The Australian languages are the languages spoken by the indigenous people of Australia . They encompass different language families and isolated languages in Australia and on some surrounding islands, with the island of Tasmania usually not included. The relationships between these languages have not yet been fully clarified, although research has made substantial progress in the last few decades. Ethnologists distinguish around 250 languages, although it is very difficult to distinguish between languages and dialects. All Australian languages are now extinct or critically endangered .
The Tasmanians were almost completely exterminated by the colonial era, and the Tasmanian languages became extinct before any significant record of them could be made. Tasmania's population has been cut off from the mainland since the last Ice Age and apparently for 10,000 years without any contact with the rest of the world. Too little is known to clearly classify their languages, but it appears that they have some phonological similarities to mainland languages.
Number of languages
It is debatable how many languages were spoken in Australia before the arrival of Europeans. The numbers fluctuate between 200 and 300. However, they usually agree on 250. There are two main reasons for the fluctuating figures:
- It is often difficult to distinguish between language and dialect. The most important differentiating criterion - mutual understanding - is often not applicable as multilingualism is widespread in Australia. Many Aborigines speak the languages of the surrounding tribes.
- Furthermore, not all languages have been sufficiently documented to determine whether they are a dialect or a separate language. The statements made by the Aborigines themselves are not scientifically useful. Mostly they perceive the classification dialect as a degradation of their own language.
The Australian Bureau of Statistics records all languages with more than 3 speakers and counted 170 Australian languages in 2005.
According to RMW Dixon's 2002 standard work, there were 250 individual languages in Australia at the time of the arrival of the Europeans. Half of them are now extinct. Only 20 languages are still actively passed on to children today.

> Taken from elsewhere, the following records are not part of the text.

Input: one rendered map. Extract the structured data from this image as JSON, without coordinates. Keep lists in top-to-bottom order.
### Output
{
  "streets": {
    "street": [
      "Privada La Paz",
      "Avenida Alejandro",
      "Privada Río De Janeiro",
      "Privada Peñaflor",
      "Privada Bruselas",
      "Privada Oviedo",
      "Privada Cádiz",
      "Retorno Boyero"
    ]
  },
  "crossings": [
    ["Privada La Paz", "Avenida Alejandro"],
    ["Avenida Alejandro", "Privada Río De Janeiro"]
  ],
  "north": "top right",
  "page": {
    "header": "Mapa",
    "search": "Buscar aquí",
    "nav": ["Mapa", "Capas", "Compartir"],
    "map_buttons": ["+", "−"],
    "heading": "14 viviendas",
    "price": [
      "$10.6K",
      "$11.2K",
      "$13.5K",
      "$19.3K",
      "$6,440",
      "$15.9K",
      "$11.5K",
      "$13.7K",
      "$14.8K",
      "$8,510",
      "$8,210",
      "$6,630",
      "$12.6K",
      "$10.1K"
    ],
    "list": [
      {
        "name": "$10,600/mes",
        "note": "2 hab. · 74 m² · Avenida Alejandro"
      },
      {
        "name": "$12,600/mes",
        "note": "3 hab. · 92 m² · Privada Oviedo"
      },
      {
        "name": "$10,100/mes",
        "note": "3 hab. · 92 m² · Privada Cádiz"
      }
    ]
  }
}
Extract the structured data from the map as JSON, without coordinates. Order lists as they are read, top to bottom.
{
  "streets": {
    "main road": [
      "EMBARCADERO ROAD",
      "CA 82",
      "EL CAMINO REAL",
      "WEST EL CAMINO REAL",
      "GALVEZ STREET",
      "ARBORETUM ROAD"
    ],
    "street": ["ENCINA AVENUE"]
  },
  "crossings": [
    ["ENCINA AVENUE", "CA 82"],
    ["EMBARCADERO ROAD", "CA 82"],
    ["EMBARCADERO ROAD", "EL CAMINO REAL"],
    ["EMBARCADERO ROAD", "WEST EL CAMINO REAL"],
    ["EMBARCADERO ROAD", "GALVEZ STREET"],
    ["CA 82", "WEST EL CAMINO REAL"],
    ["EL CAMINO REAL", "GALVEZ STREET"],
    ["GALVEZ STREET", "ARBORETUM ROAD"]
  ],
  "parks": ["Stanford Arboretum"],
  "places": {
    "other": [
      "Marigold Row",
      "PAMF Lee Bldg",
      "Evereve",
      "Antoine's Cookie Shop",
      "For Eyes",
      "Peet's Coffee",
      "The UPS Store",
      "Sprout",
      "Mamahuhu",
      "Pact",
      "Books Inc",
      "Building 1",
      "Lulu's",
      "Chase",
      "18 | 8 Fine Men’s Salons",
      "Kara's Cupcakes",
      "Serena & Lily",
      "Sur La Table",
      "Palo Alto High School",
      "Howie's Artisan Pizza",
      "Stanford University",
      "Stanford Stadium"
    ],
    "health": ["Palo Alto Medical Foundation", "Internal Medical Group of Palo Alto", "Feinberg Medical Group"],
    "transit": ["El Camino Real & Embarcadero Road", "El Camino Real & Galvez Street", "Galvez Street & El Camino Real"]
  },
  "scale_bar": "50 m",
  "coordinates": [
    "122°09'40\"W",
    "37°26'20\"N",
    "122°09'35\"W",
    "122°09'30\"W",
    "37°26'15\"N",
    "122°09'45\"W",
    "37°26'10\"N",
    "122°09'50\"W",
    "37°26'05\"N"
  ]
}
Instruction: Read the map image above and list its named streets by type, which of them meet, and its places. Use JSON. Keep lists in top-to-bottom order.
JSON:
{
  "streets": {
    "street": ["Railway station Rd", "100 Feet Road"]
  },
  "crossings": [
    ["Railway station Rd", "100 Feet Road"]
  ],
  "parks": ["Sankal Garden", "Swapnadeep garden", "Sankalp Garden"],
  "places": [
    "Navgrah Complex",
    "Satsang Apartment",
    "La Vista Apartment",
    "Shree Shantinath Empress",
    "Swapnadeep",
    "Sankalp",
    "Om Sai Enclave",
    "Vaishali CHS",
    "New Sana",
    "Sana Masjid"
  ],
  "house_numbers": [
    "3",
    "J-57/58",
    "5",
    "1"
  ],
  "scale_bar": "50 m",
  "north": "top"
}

This is largely the result of the language policies of previous Australian governments, which sought to eradicate Aboriginal culture and languages, resulting in punitive measures, forced relocation or sterilization. From 1900 to 1972 at least 35,000 children, the “ Stolen Generation ”, were torn from their families and taken to homes of church or other charitable organizations.
The remaining 100 or so languages only have middle-aged or elderly speakers, so that more of these languages will continue to disappear. The 2001 study by McConvell, Patrick & Nicholas Thierberger concludes that - if development continues - all Australian languages will be extinct by 2050. They suggest that only two or three of the strong languages - Warlpiri , Pitjantjatjara , Arrernte , for example - may survive a generation or two longer.
Since the 1970s, some language centers have been set up that play an important role in the preservation and in some cases even revitalization of Australian languages, such as the Kimberley Language Resource Center in Halls Creek ( Western Australia ).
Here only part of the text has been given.